マジック・ザ・ギャザリングから、売れるゲームの条件を考える


 このコラムは、あびきゃすというホームページで公開したコラムです。

 今回はマジック・ザ・ギャザリング(以下マジックと略す)の話を書こうと思う。このゲームは、全世界に累計数十億枚売れたカードゲームである。本もカードもそうなのだが、ある一定の数を印刷すると、それ以降の利益が莫大である。わかりやすく例えると、「お金を印刷している」という状態だ。このゲームがなぜこれほど売れたのか考えてみたい。

 マジックというゲームは、トレーディングカードゲームと呼ばれている。書店やコンビニ、玩具店などで売られている15枚入りのカードパックをいくつか買い求める。カードパックの中身はバラバラで、確かめることができない(よって購入する者の射幸心を刺激する)。時には他人とカードを交換し、それらを元にオリジナルのデッキを作る。デッキとは、勝負する時に使用される60枚程度のカードの束である。
 ゲームは基本的に二人の対戦で行われる。プレイヤーはゲーム中、20点のライフと、自分が作ったデッキを使用する。ライフはデッキと全く関係のない、ただの点数である。ライフが0点になってしまったら、そのプレイヤーは負けになってしまう。

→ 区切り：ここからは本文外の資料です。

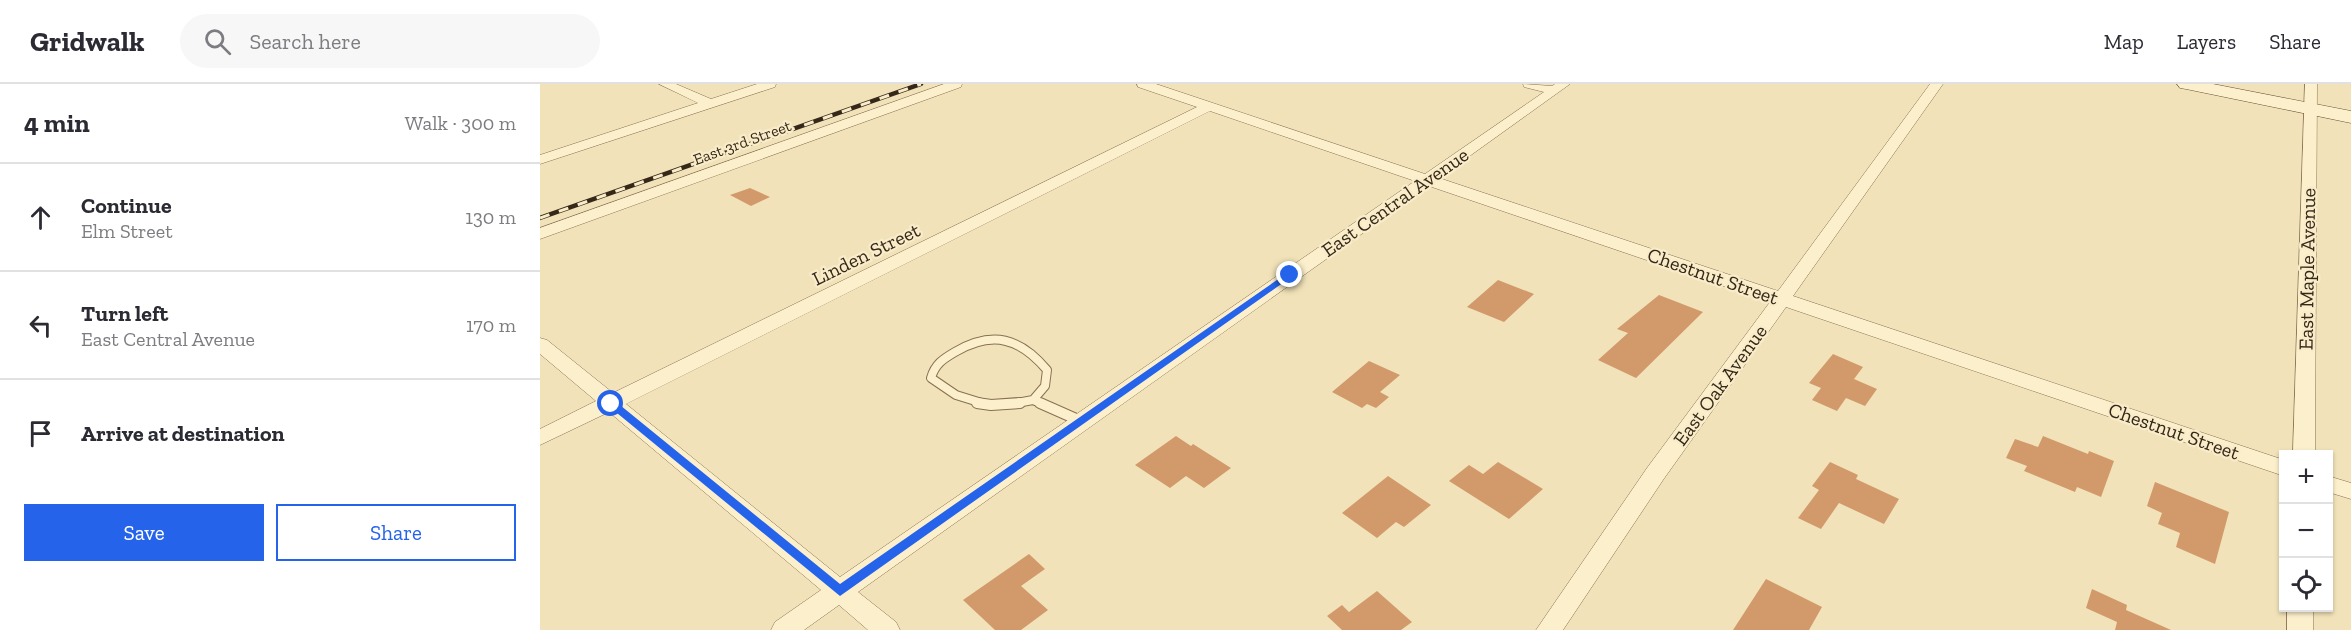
<!DOCTYPE html>
<html lang="en">
<head>
<meta charset="utf-8">
<style>
  :root { --surface:#fff; --page:#f7f7f7; --text:#2b2b33; --muted:#7c7c81; --line:#e1e1e2; --accent:#2563eb }
  body { margin:0; font-family:"Zilla Slab",serif; background:var(--page); color:var(--text) }
  .controls { position:absolute; right:18px; bottom:18px; display:grid; overflow:hidden; border-radius:0px; box-shadow:0 2px 4px #0004 }
  .controls button { width:54px; height:54px; display:grid; place-items:center; padding:0; border:0; border-bottom:2px solid var(--line); background:var(--surface); color:var(--text); font:30px sans-serif }
  .stop { position:absolute; width:18px; height:18px; margin:-14px; border:4px solid #2563eb; border-radius:50%; background:#fff }
  .stop.end { background:#2563eb; border-color:#fff; box-shadow:0 2px 6px #0008 }
  .list { margin:0; padding:0; list-style:none }
  h2 { display:flex; justify-content:space-between; align-items:center; height:78px; margin:0; padding:0 24px; font-size:26px }
  h2 small { font-size:20px; font-weight:400; color:var(--muted) }
  .list li { display:grid; grid-template-columns:39px 1fr auto; gap:18px; align-items:center; box-sizing:border-box; height:108px; padding:0 24px; border-top:2px solid var(--line) }
  .list b { display:block; font-size:22px; white-space:nowrap }
  .list p { margin:0; font-size:20px; white-space:nowrap; color:var(--muted) }
  .list em { font-size:20px; font-style:normal; color:var(--muted) }
  .actions { display:flex; gap:12px; padding:18px 24px }
  .actions a { flex:1; padding:14px 0; border:2px solid var(--accent); border-radius:0px; text-align:center; font-size:21px; color:var(--accent) }
  .actions .main { background:var(--accent); color:#fff }
  .icon { flex:none; width:33px; height:33px; fill:none; stroke:currentColor; stroke-width:2; stroke-linecap:round; stroke-linejoin:round }
  .map { position:relative; flex:none; width:1811px; height:546px; overflow:hidden }
  header { display:flex; align-items:center; gap:36px; box-sizing:border-box; height:84px; padding:0 30px; background:var(--surface); border-bottom:2px solid var(--line) }
  header strong { font-size:28px }
  nav { display:flex; gap:33px; margin-inline-start:auto; font-size:21px }
  .search { width:420px; height:54px; background:var(--page); display:flex; align-items:center; gap:15px; box-sizing:border-box; padding:0 21px; border-radius:33px; color:var(--muted); font-size:22px }
  main { display:flex }
  aside { flex:1; background:var(--surface) }
  .map>svg:first-child { display:block }
  .building { fill:#d29a6b }
  .lines { fill:none; stroke-linecap:round; stroke-linejoin:round }
  .lane-far1-casing { stroke:#887152; stroke-width:10 }
  .lane-casing { stroke:#887152; stroke-width:12 }
  .street-casing { stroke:#887152; stroke-width:1 }
  .secondary-casing { stroke:#695236; stroke-width:1 }
  .lane-far1 { stroke:#fcefcc; stroke-width:8 }
  .lane { stroke:#fcefcc; stroke-width:10 }
  .street { fill:#fcefcc; fill-rule:evenodd }
  .secondary { fill:#fcefcc; fill-rule:evenodd }
  .rail-casing { stroke:#362819; stroke-width:4.5 }
  .rail { stroke:#f8ecc9; stroke-width:3; stroke-dasharray:10; stroke-linecap:butt }
  .route { fill:#2563eb }
  .labels { text-anchor:middle; stroke-width:4.5; stroke-linejoin:round; paint-order:stroke }
  .far-street-label { font-size:16px; fill:#362819; stroke:#f8ecc9 }
  .street-label { font-size:20px; fill:#362819; stroke:#f8ecc9 }
</style>
</head>
<body>
<header>
<strong>Gridwalk</strong>
<div class="search"><svg class="icon" aria-label="search" viewBox="0 0 24 24"><circle cx="10" cy="10" r="6"/><path d="M15 15l6 6"/></svg>Search here</div>
<nav><a>Map</a><a>Layers</a><a>Share</a></nav>
</header>
<main>
<aside>
<h2>4 min<small>Walk · 300 m</small></h2>
<ul class="list">
<li><svg class="icon" aria-label="ahead" viewBox="0 0 24 24"><path d="M12 20V5M6 11l6-6 6 6"/></svg><div><b>Continue</b><p>Elm Street</p></div><em>130 m</em></li>
<li><svg class="icon" aria-label="left" viewBox="0 0 24 24"><path d="M17 20v-9H6M10 6l-5 5 5 5"/></svg><div><b>Turn left</b><p>East Central Avenue</p></div><em>170 m</em></li>
<li><svg class="icon" aria-label="arrive" viewBox="0 0 24 24"><path d="M6 21V4h12l-3 4 3 4H6"/></svg><div><b>Arrive at destination</b></div></li>
</ul>
<div class="actions"><a class="main">Save</a><a>Share</a></div>
</aside>
<div class="map">
<svg width="1811" height="546" viewBox="0 0 1811 546">
  <rect width="100%" height="100%" fill="#f1e2b9"/>
  <path class="building" d="M210,104l20,9 -19,9 -21,-11z
    M958,196l36,14 -30,28 -37,-15z
    M1119,211l44,17 -67,66 -38,-18 30,-27 -11,-4z
    M1293,270l30,13 -9,12 23,10 -12,17 -19,-8 -9,13 -25,-11 9,-12 -12,-5z
    M829,277l31,14 -20,17 9,5 -13,11 -9,-4 -5,4 -30,-16z
    M636,352l15,10 2,-2 38,24 -27,20 -18,-12 -16,12 -35,-23z
    M1503,352l45,18 1,-3 25,10 -13,36 -24,-10 -2,5 -51,-21 3,-5 -21,-8 9,-19 23,8z
    M958,378l45,27 -34,30 -60,-38 20,-16 14,9z
    M1290,378l28,13 -2,4 43,20 -15,25 -45,-21 -18,26 -23,-11 21,-28 -7,-4z
    M848,392l43,29 -27,22 -8,-5 -19,16 -35,-25z
    M1615,398l74,30 -14,52 -39,-17 4,-14 -22,-9 4,-11 -15,-7z
    M489,470l16,15 -24,17 27,24 -27,20h-26l-32,-30z
    M1226,495l56,28 -13,23h-76z
    M1552,505l35,16 -1,5 45,20h-56l2,-8 -31,-14z
    M837,507l35,31 -11,8h-59l-15,-14 15,-11 7,7z"/>
  <g class="lines">
    <defs>
      <path id="lane-far1" d="M493,316l10,4
        M445,320l-29,-9 -25,-17c4,-14 12,-19 24,-26 38,-22 65,-14 92,18l-2,16 -12,14
        M471,320l22,-4"/>
      <path id="lane" d="M437,319l14,2 29,-2
        M500,319l43,19"/>
      <path id="street" d="M119,0h17l35,15 46,-15h19l-1,3 -235,77v-9l158,-52z
        M404,0h18l-1,3 -421,152v-11z
        M597,0h19l269,90 119,-82 -20,-5 -1,-3 29,2 3,-2h15l-131,94 339,113 152,-207h13l-150,212 491,164v16l-498,-169 -123,173 -100,150h-27l111,-162 123,-166 -341,-116 -571,406 38,30 4,8h-32l-29,-25 -35,25h-33l4,-8 46,-32 -212,-178 -69,33v-16l56,-28 -56,-47v-16l7,2 66,53 584,-286 -59,-20zM670,27l205,70 -575,396 -214,-173z
        M1765,0h12l-2,370h-22z
        M1788,392l23,7v16l-23,-7z
        M1747,524h26v22h-26z"/>
      <path id="secondary" d="M1637,0h36l138,27v12l-165,-34 -6,-1z"/>
    </defs>
    <use href="#lane-far1" class="lane-far1-casing"/>
    <use href="#lane" class="lane-casing"/>
    <use href="#street" class="street-casing"/>
    <use href="#secondary" class="secondary-casing"/>
    <use href="#lane-far1" class="lane-far1"/>
    <use href="#lane" class="lane"/>
    <use href="#street" class="street"/>
    <use href="#secondary" class="secondary"/>
    <defs>
      <path id="rail" d="M0,134l381,-134"/>
    </defs>
    <use href="#rail" class="rail-casing"/>
    <use href="#rail" class="rail"/>
  </g>
  <path class="route" d="M747,189l7,2 -454,321 -234,-192 2,-3h7l225,183z"/>
  <g class="labels">
    <g class="far-street-label">
      <text transform="translate(202 58) rotate(-20)" y="6">East 3rd Street</text>
    </g>
    <g class="street-label">
      <text transform="translate(855 118) rotate(-35)" y="7">East Central Avenue</text>
      <text transform="translate(326 170) rotate(-26)" y="7">Linden Street</text>
      <text transform="translate(1767 185) rotate(-89)" y="7">East Maple Avenue</text>
      <text transform="translate(1173 192) rotate(19)" y="7">Chestnut Street</text>
      <text transform="translate(1180 301) rotate(-54)" y="7">East Oak Avenue</text>
      <text transform="translate(1634 347) rotate(19)" y="7">Chestnut Street</text>
    </g>
  </g>
</svg>
<div class="controls">
<button>+</button>
<button>−</button>
<button><svg class="icon" aria-label="locate" viewBox="0 0 24 24"><circle cx="12" cy="12" r="6"/><path d="M12 2v4M12 18v4M2 12h4M18 12h4"/></svg></button>
</div>
<div class="stop" style="left:71px;top:320px"></div>
<div class="stop end" style="left:750px;top:191px"></div>
</div>
</main>
</body>
</html>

 誰もが勝利すると嬉しいものだ。だが常に勝てるとは限らない。強くなろうとするには、ある程度強いカードが必要になってくる。強いカードを手に入れる最も手っ取り早い方法は、カードのパックを買うことである。そしてこのことが累計数十億枚という、空前の売り上げの要因となった。マジックのブームの原因は、カードのパックを購入することが強さに直結していることである、と私は思う。
 だがこれでは、新規参入者が経験者に勝てなくなってくる。そこで約2年に1回、カードの見直しが行われ、新しいカードが発行される。そのカードのリストの中に入っているカードしか、使えなくなるのだ。
 以前はマジックの中に賭けが存在していた。勝負の前にデッキの中から一枚取り出す。そのカードはゲームの中では使えない。そして負けると、そのカードが取られてしまう。これは賭博性を取り込んだ面白いルールだが、現在は存在しない。カードの購入促進に直結していなかったので、無くくなったのだろうと思われる。

 「このゲームは面白い。でもなぜ売れないんだろう」
 ゲームが好きな人が、こういう疑問を持つことがある。否定的な意見はいくらでも思いつく。そこで私は別の考え方をすることにした。
 「このゲームは売れている。なぜ売れるんだろう」
 私はマジック・ザ・ギャザリングが売れた理由を、買うことが強さに直結するから、と推理した。マジックは面白いゲームだが、ゲームの面白さと売上は必ずしも比例関係にない。売り方に工夫があったのだと私は思っている。
 ゲームに限ったことではない。何かが売れるには、消費者に購買意欲をそそらせる必要がある。購入と強さを直結させたマジックのシステムは大成功を収めた。

 良いところを書いたので、悪いところも書いておこう。
 マジックを続けるにはお金がかかる。私はかなり散財したと自覚している。
 またカードパックを1つ買ったとしても、それだけでゲームを始めることができない。
 さらに新しいカードが出るたびに、最新のカードのテキストの解釈が発表される。オリンピックのルール変更なんてかわいいものだ。最悪な場合、ゲームのバランスを崩すカードは使用禁止にされてしまう。それでもカードパックに紛れて売られているのだからタチが悪い。
 こういった理由から、マジックの販売方針には非難も多い。しかし実績は残っている。このやり方は是非にかかわらず、研究に値すると私は思っている。

 購入する時のわくわくする気持ち、これが大切だ。ゲームなどの嗜好品を提供する側の者は、消費者をわくわくさせることに重点を置くべきだ。そして購入するときにわくわくする要素を結びつけることができたら(特に賭博性、射幸心は結びつきやすい)、予想以上の成果を得ることができるかもしれない。